To add some context, I are studying the auditory system, and I need a shorthand term for each direction. Unfortunately, it seems that length/width are used interchangeably, with only height being used consistently. I want to work with the terms horizontal/vertical, but there's no term I can find to describe the z axis. Furthermore, from what I've read, many people define the horizontal direction as being the horizontal and vertical direction, with height being described as the vertical direction i.e, horizontal = area, vertical = height.

The thing is though is that everyone knows what left and right, backwards and forwards, and up and down are, everyone, and this I believe is because these directions relate to our own perception (rather than an objects).
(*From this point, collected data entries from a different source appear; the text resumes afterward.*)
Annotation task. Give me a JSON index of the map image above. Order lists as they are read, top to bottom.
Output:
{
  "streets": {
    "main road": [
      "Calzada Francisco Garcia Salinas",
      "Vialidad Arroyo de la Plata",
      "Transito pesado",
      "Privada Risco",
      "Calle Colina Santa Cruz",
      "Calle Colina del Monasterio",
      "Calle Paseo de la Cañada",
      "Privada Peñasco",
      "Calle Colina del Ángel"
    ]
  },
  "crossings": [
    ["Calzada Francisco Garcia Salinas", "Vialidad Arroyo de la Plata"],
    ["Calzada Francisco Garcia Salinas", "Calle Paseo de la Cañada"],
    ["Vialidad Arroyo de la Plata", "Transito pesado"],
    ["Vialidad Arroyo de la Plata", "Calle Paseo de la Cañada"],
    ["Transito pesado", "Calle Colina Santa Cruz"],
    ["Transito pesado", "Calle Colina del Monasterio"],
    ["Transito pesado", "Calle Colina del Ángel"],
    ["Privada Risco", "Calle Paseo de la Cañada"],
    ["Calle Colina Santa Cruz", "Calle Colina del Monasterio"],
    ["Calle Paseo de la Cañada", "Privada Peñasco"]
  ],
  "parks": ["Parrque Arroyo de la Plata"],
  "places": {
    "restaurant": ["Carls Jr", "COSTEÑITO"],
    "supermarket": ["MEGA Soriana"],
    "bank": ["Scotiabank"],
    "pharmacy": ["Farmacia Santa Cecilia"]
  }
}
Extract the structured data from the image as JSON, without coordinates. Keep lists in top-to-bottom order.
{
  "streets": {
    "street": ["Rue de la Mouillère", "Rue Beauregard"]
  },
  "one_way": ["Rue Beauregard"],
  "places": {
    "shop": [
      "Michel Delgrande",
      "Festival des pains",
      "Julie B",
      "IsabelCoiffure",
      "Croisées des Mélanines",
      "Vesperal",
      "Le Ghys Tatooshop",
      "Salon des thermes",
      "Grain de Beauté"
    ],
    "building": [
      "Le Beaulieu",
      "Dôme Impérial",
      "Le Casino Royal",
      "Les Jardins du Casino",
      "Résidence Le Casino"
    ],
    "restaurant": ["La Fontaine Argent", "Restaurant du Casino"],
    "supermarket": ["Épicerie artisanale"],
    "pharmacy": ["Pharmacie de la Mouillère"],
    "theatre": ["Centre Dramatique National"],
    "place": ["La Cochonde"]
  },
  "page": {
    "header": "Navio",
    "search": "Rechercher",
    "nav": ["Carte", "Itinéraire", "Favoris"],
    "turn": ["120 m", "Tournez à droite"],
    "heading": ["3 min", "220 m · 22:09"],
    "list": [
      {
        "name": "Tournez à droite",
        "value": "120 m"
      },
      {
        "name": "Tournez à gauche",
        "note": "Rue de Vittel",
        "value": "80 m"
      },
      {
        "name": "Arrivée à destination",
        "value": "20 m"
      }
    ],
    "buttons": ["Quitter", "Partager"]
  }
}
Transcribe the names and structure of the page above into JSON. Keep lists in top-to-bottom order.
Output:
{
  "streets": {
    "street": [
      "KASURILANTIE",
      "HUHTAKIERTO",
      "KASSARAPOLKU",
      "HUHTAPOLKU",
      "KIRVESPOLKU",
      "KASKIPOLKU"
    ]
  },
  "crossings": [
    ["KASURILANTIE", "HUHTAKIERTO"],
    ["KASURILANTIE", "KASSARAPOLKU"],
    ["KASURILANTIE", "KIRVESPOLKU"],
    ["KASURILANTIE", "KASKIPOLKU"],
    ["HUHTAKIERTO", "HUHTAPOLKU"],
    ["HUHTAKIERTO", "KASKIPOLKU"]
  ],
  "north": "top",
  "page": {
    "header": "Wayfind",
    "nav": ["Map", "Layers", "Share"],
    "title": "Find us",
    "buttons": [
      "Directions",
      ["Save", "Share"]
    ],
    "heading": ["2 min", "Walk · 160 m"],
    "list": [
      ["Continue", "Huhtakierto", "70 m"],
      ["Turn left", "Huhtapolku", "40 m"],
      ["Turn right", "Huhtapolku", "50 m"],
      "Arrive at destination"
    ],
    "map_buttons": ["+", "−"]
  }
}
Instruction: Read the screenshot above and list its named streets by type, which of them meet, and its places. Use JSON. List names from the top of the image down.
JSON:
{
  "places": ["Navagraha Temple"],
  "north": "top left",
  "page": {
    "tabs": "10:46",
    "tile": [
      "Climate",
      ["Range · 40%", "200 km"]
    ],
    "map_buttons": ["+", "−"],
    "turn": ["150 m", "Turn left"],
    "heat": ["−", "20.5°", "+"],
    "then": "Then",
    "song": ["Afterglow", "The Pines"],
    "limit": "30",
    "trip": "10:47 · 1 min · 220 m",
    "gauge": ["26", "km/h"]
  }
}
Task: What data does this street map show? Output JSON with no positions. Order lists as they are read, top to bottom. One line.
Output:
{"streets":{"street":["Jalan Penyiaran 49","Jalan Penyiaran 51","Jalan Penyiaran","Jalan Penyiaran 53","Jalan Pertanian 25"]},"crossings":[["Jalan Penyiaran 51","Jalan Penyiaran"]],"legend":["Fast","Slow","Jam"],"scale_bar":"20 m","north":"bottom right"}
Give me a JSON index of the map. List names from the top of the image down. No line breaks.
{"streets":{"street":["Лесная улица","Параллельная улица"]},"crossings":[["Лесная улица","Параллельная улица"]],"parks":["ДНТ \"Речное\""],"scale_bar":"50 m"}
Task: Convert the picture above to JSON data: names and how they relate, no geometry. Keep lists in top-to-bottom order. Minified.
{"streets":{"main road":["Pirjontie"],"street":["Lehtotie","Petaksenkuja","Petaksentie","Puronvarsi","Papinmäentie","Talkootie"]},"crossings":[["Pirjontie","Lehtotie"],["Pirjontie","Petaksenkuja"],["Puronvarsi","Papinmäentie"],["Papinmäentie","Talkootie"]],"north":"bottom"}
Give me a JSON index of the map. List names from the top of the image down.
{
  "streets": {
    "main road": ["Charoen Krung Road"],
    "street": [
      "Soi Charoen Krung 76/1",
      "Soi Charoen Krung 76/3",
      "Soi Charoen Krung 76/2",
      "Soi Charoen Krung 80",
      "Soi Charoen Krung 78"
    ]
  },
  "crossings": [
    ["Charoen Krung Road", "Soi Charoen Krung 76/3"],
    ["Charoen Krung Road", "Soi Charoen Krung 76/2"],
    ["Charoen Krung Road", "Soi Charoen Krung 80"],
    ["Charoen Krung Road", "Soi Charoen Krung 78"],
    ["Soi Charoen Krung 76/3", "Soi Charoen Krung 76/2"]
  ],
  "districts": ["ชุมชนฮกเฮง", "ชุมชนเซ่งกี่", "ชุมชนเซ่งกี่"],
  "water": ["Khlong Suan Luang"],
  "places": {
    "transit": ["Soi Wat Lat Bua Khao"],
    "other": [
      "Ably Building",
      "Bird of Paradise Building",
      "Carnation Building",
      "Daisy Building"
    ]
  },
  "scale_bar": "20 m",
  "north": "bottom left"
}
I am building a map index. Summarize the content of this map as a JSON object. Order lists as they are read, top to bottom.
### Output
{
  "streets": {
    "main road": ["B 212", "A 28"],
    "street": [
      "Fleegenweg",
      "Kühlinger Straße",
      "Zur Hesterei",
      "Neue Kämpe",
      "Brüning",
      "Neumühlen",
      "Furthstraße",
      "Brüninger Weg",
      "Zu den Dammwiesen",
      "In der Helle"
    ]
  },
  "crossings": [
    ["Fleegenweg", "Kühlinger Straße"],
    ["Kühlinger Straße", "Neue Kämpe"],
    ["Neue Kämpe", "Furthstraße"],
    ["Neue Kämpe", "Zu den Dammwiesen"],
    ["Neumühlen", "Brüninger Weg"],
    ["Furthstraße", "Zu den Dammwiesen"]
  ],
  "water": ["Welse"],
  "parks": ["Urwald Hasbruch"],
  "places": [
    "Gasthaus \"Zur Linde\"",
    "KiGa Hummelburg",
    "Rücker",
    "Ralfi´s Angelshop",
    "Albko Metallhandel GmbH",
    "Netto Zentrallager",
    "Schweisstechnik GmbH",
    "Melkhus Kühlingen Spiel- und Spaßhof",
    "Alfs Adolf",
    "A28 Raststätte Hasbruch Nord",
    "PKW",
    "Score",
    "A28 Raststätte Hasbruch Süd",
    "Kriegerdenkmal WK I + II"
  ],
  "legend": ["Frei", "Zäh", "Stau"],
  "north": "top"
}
So right now as far as my nomenclature, it's a huge mess. It would be so nice if there is a single word that describes each of these three directions without ambiguity.

  • 1
    Possible duplicate of X, Y, Z — horizontal, vertical and ...?
    – choster
    Commented Apr 12, 2016 at 22:56
  • Was "I are" a typo?
    – Spencer
    Commented Apr 13, 2016 at 1:19
  • I'm guessing that what you want to do is to locate the source of a sound relative to the hearer. Is that correct? If so then your directions should probably be relative to which way the person is facing. Different disciplines use different terminology: aircraft pilots, sailors and anatomists each have their own way of describing this and they don't all use (x,y,z) coordinates. Some use angular measures and speaking personally as a boater, angles are easier to work with. I've never met a novice canoeist who didn't understand "The dock is at five o'clock, a hundred meters away."
    – Al Maki
    Commented Apr 13, 2016 at 2:04

3 Answers 3


Consider using Transversal or Sagittal. As you pointed out it is hard to describe such a concept because the position you want to describe is extra-relatal from the observer unlike common directional words we use. North and South are close but they are not usually imagined from the first person point of view are are un-conviently pointed to a fixed spot on the horizon in this case. Since you mentioned a third term to coalesce with horizontal and vertical the answer will be a bit subjective because the way the distances and movement between points can be described are similar in both the sagittal and transverse planes. What you are describing is comparing two points along the intersection of the horizontal and vertical planes or more likely between the sagittal and transverse planes.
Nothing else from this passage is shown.